Que cette formule soit finalement retenue ou non, elle démontre que les classes dirigeantes européennes sont à la recherche d’une voie qui sortirait l’UE libérale de sa panne stratégique, tout en sauvant l’essentiel de la construction libérale européenne, à savoir la monnaie unique, la concurrence libre et le marché commun. Pour ce faire, émergerait un fédéralisme de type nouveau, alliant un certain accroissement de la marge de manœuvre tactique des Etats et le renforcement des mécanismes de censure budgétaire.

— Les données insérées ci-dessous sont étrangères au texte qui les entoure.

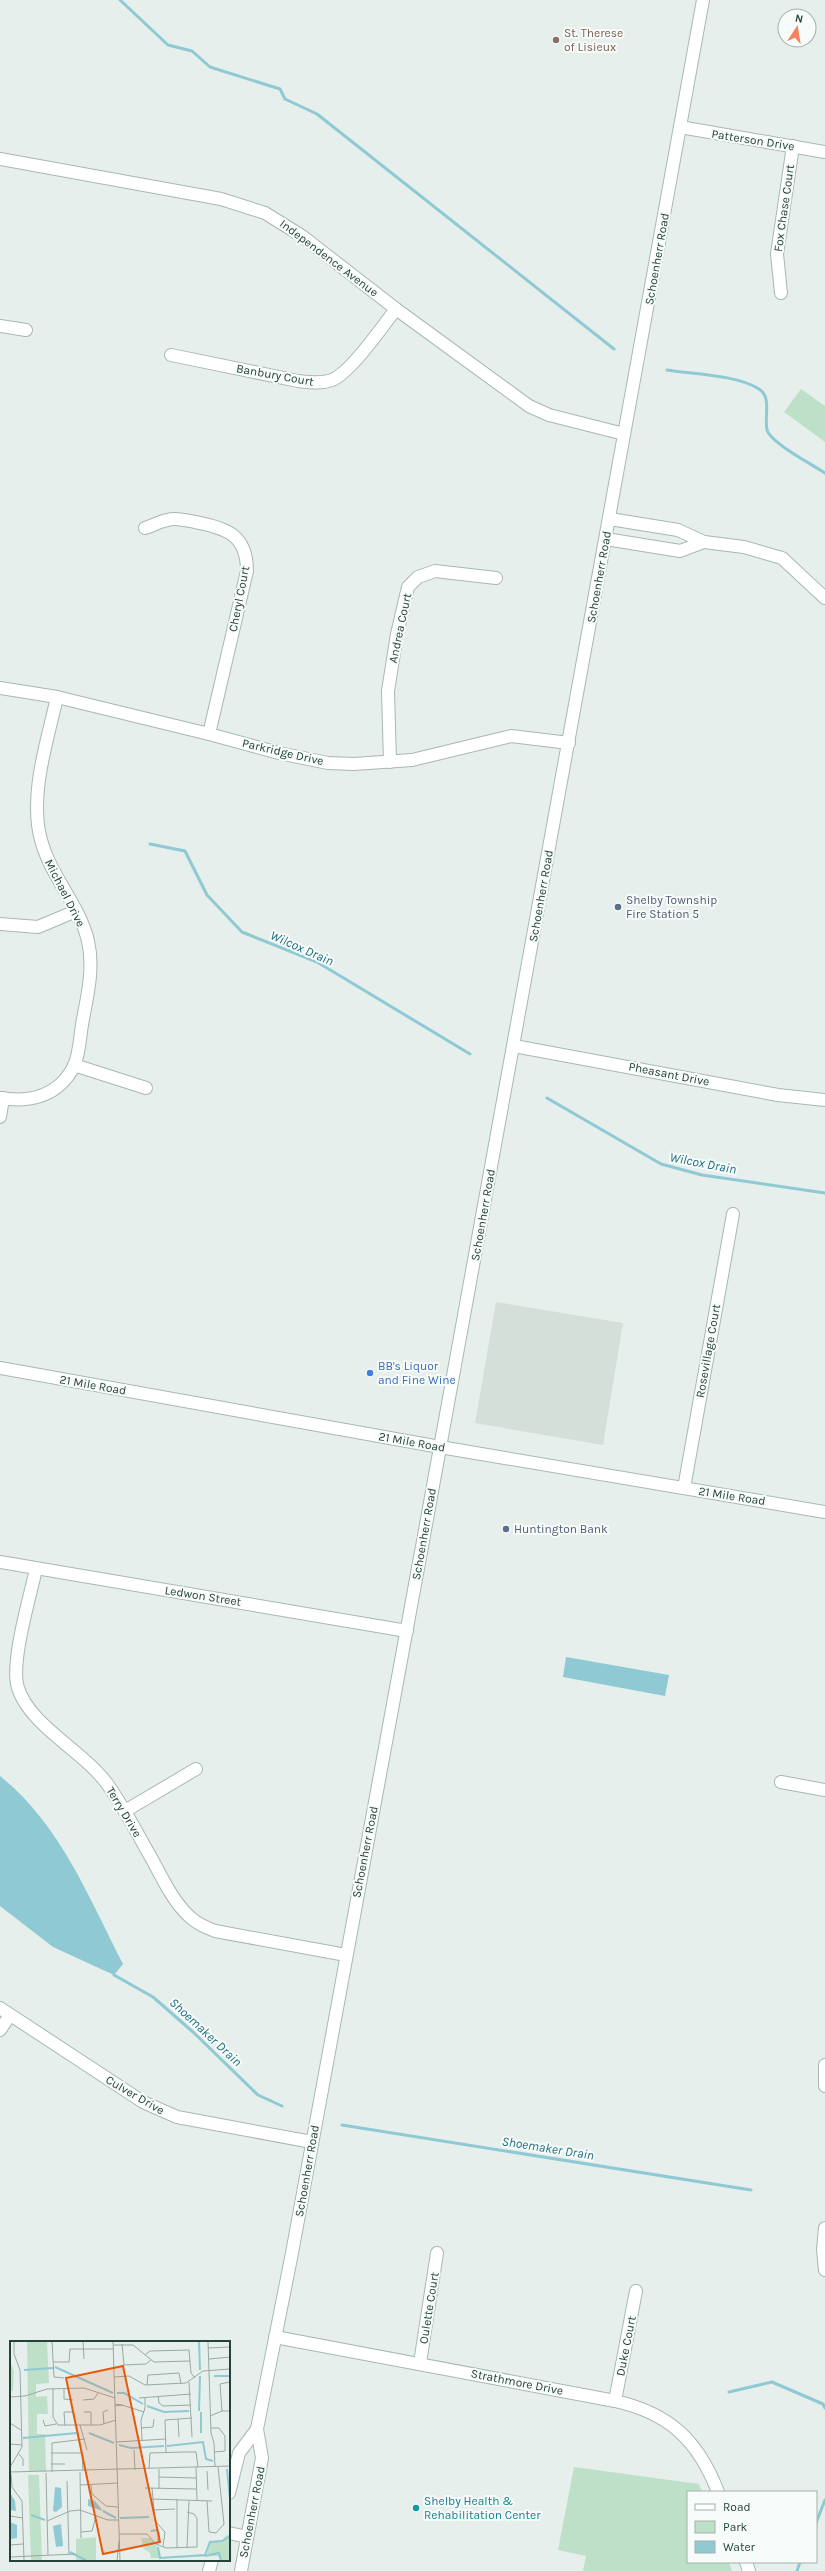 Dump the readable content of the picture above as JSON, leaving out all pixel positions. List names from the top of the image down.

L’enjeu est donc important, alors que les questions européennes feront partie intégrante de la campagne des élections de 2022 en France : celui d’ouvrir la voie vers une autre construction européenne et de la mettre dans le débat public. Ses principes doivent reposer non pas sur la mise en concurrence des travailleurs les uns contre les autres, mais sur la remise en cause des traités et règles libérales européennes, sur des coopérations entre peuples et nations souverains et associés, sur une réorientation des fonds européens vers l’emploi, les services publics, la souveraineté industrielle, la transition écologique, sous forme de prêts perpétuels aux Etats à 0%, sur l’alignement des droits sociaux et démocratiques vers le haut, et non pas une simple « harmonisation », sur des coopérations industrielles entre pôles publics, sur une refondation radicale de l’Euro, sur la mise sous contrôle démocratique de la BCE, sur la dissolution de l’OTAN et la constitution d’un espace commun de paix, de coopération et de sécurité collective avec les Etats voisins. Ce n’est pas une orientation incantatoire. L’enjeu de « l’Airbus du vaccin » souligné par Fabien Roussel est une revendication très directe ; celle d’un pôle public du médicament au niveau européen qui sera débattu lors des Assises du médicament que le PCF organise le 10 juin prochain en est une autre.

En d’autres termes, ce ne sont pas des aménagements restant dans la logique libérale dont nous avons besoin, mais bien d’une autre construction européenne.